Is it ‘Black Monday’ in Lebanon?

On ‘Black’ Monday, thousands of Polish women dressed in black took to the streets to protest against a proposed ban on abortion sponsored by the Catholic Church and the conservative ruling party. The protesters were outraged by the state’s encroachment on their reproductive rights and their bodies.

The protests were coupled with a crippling strike, as thousands of women in Poland did not show up for work. There were protests in solidarity in other capitals.

The protests were a stellar demonstration of what women, fed-up with the patriarchy still not going anywhere, can collectively achieve — although it remains to be seen whether the Polish government will scrap its plans.

Women in the Arab world could benefit from the lessons and tactics of Black Monday, especially where large-scale protests and strikes can be replicated, for example in Lebanon.

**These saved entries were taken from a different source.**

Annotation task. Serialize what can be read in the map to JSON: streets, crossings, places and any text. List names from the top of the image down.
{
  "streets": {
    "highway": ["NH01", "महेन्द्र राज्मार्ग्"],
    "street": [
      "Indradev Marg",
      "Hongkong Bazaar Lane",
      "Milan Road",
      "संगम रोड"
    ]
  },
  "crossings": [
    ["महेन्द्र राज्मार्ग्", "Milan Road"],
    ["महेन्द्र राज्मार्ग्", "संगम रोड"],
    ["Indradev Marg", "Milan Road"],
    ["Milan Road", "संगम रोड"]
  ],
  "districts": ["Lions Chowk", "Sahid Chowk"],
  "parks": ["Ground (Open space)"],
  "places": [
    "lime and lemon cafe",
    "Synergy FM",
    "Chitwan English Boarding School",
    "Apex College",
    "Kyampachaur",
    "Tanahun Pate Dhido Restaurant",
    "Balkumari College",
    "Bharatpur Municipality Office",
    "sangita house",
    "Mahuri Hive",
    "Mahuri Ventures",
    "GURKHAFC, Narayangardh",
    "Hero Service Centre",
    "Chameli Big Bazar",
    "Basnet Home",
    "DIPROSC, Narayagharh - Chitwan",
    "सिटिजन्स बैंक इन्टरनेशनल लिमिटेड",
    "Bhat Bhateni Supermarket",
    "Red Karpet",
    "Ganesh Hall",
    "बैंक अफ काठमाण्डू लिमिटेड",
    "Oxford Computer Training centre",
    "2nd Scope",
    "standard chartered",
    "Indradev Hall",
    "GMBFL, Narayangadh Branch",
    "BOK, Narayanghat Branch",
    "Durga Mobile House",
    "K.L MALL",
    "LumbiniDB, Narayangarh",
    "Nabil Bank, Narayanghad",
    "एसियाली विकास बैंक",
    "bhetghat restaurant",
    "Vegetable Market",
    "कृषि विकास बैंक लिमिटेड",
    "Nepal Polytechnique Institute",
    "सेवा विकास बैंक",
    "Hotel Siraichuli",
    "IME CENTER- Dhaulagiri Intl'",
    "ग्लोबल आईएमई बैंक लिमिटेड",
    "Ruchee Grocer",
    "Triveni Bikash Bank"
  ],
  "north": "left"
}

But that’s not the only reason Lebanon is a prime candidate for its own Black Monday.

Despite all its faux, superficial liberalism, Lebanon is arguably one of theworst places to be a woman. Discrimination against women is institutionalised, from personal status matters, pay equality, reproductive rights to political representation, and everything in between.

Arguably, little progress on gender equality has been achieved since 1952, the year Lebanon extended suffrage to its women.

Meanwhile, anecdotal evidence suggests women in Lebanon significantly outnumber men who still reside in the country, that is, have not migrated permanently or temporarily. It is possible to envisage that many sectors of the economy are therefore dominated by women.

Women in Lebanon have been trying to push for the right to pass their citizenship to foreign spouses and their children, not having this right being one of the many ways they are discriminated against, but their efforts have failed so far to gain traction in the face of government-sponsored racism and misogyny.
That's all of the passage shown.